* YOUR INSTRUCTIONS:
Where the data below contains pictures, omit them; output the rest word for word.

* SOURCE INFORMATION:
*** Begin section ***

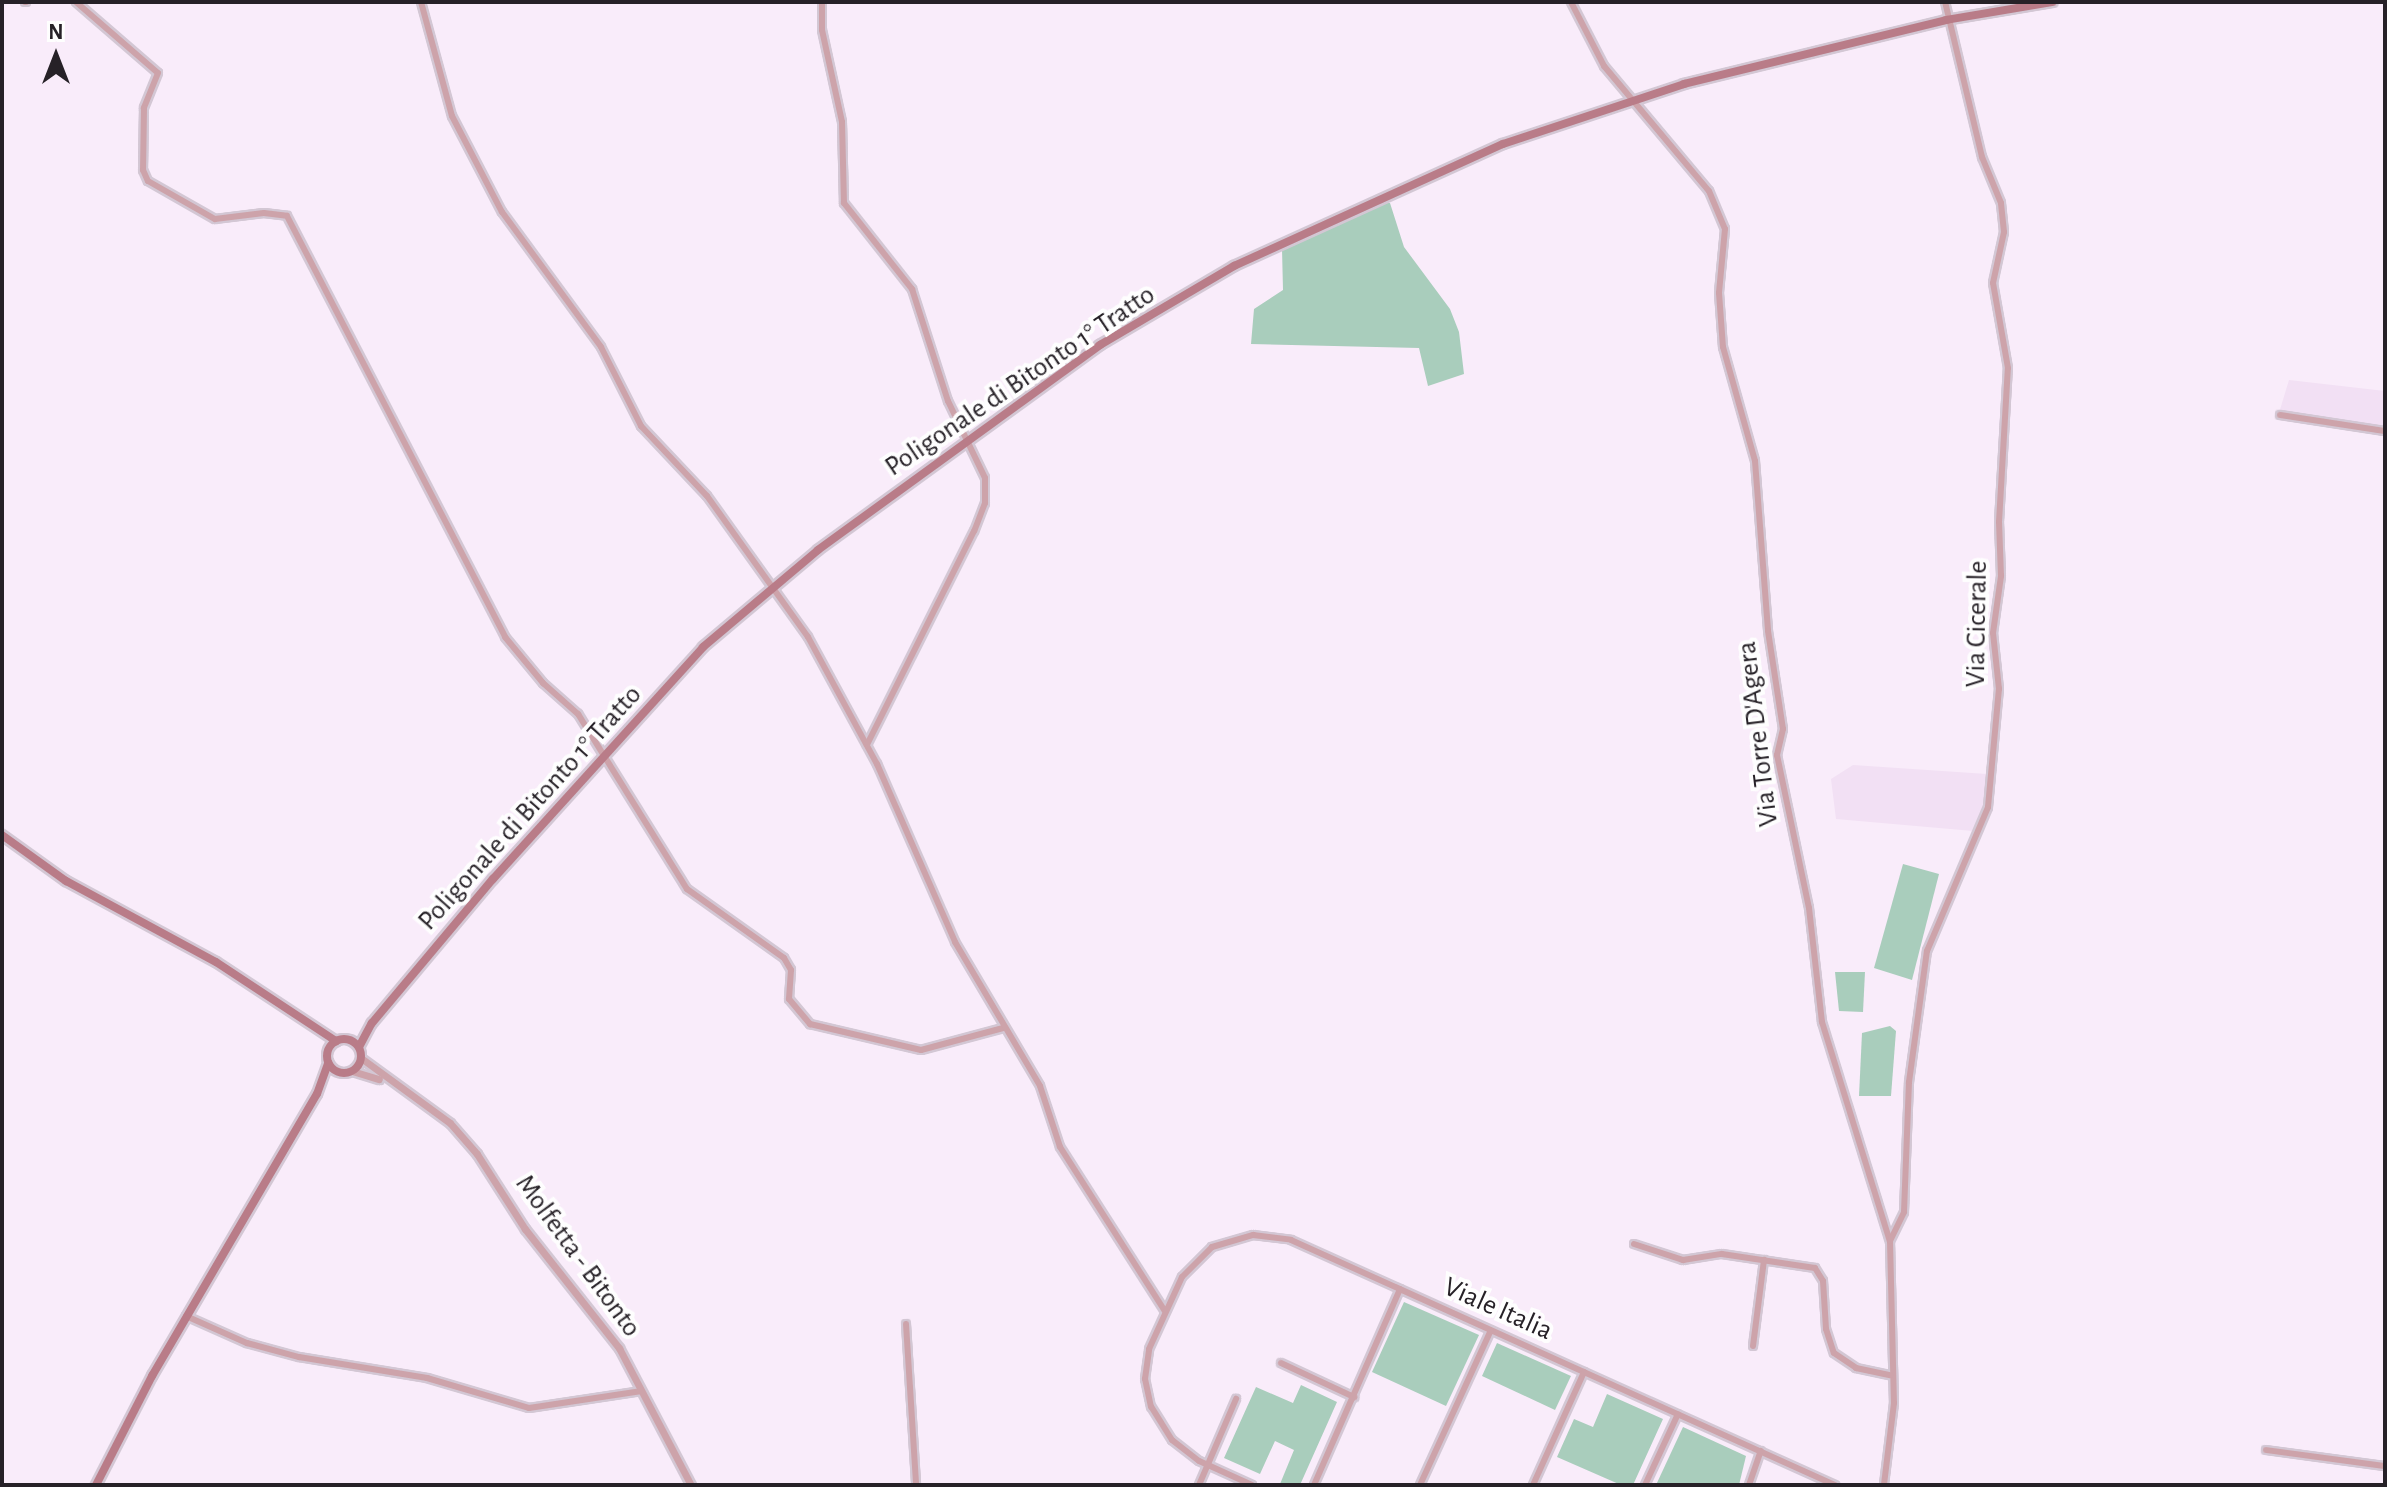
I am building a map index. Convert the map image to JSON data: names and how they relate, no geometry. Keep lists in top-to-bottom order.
{
  "streets": {
    "main road": ["Poligonale di Bitonto 1° Tratto"],
    "street": [
      "Via Cicerale",
      "Via Torre D'Agera",
      "Molfetta - Bitonto",
      "Viale Italia"
    ]
  },
  "crossings": [
    ["Poligonale di Bitonto 1° Tratto", "Via Cicerale"],
    ["Poligonale di Bitonto 1° Tratto", "Via Torre D'Agera"],
    ["Via Cicerale", "Via Torre D'Agera"]
  ],
  "north": "top"
}
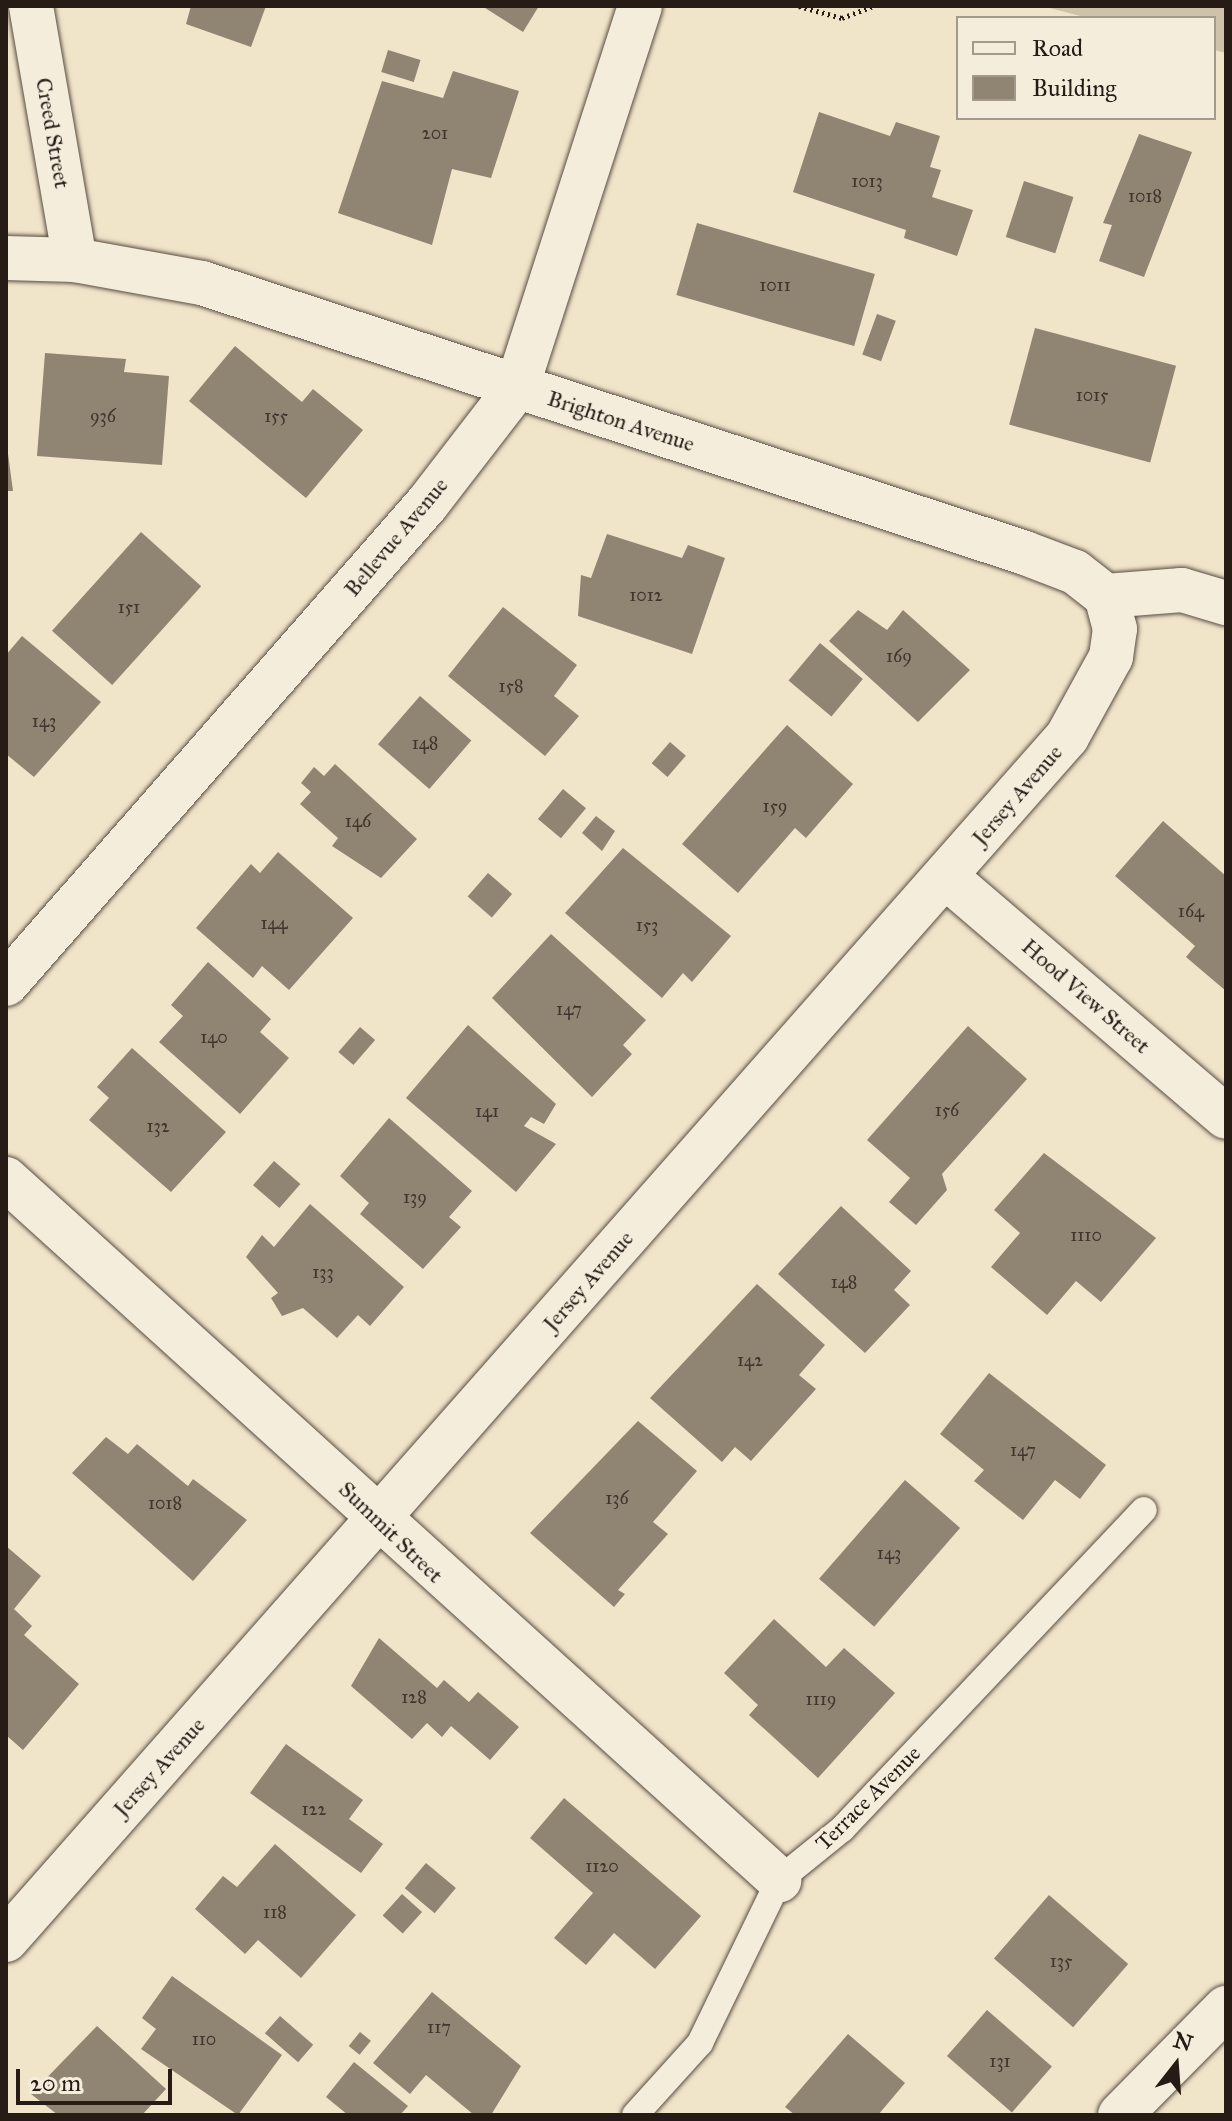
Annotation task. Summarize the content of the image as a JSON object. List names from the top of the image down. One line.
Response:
{"streets":{"street":["Creed Street","Brighton Avenue","Bellevue Avenue","Jersey Avenue","Hood View Street","Summit Street"],"lane":["Terrace Avenue"]},"crossings":[["Creed Street","Brighton Avenue"],["Brighton Avenue","Bellevue Avenue"],["Brighton Avenue","Jersey Avenue"],["Jersey Avenue","Hood View Street"],["Jersey Avenue","Summit Street"],["Summit Street","Terrace Avenue"]],"house_numbers":["201","1013","1018","1011","1015","936","155","1012","151","169","158","143","148","159","146","164","144","153","147","140","156","141","132","139","1110","133","148","142","147","136","1018","143","128","1119","122","1120","118","135","117","110","131"],"legend":["Road","Building"],"scale_bar":"20 m","north":"top"}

*** End section ***

* YOUR SOLUTION:
I am building a map index. Convert the map image to JSON data: names and how they relate, no geometry. Keep lists in top-to-bottom order.
{
  "streets": {
    "main road": ["Poligonale di Bitonto 1° Tratto"],
    "street": [
      "Via Cicerale",
      "Via Torre D'Agera",
      "Molfetta - Bitonto",
      "Viale Italia"
    ]
  },
  "crossings": [
    ["Poligonale di Bitonto 1° Tratto", "Via Cicerale"],
    ["Poligonale di Bitonto 1° Tratto", "Via Torre D'Agera"],
    ["Via Cicerale", "Via Torre D'Agera"]
  ],
  "north": "top"
}
Annotation task. Summarize the content of the image as a JSON object. List names from the top of the image down. One line.
Response:
{"streets":{"street":["Creed Street","Brighton Avenue","Bellevue Avenue","Jersey Avenue","Hood View Street","Summit Street"],"lane":["Terrace Avenue"]},"crossings":[["Creed Street","Brighton Avenue"],["Brighton Avenue","Bellevue Avenue"],["Brighton Avenue","Jersey Avenue"],["Jersey Avenue","Hood View Street"],["Jersey Avenue","Summit Street"],["Summit Street","Terrace Avenue"]],"house_numbers":["201","1013","1018","1011","1015","936","155","1012","151","169","158","143","148","159","146","164","144","153","147","140","156","141","132","139","1110","133","148","142","147","136","1018","143","128","1119","122","1120","118","135","117","110","131"],"legend":["Road","Building"],"scale_bar":"20 m","north":"top"}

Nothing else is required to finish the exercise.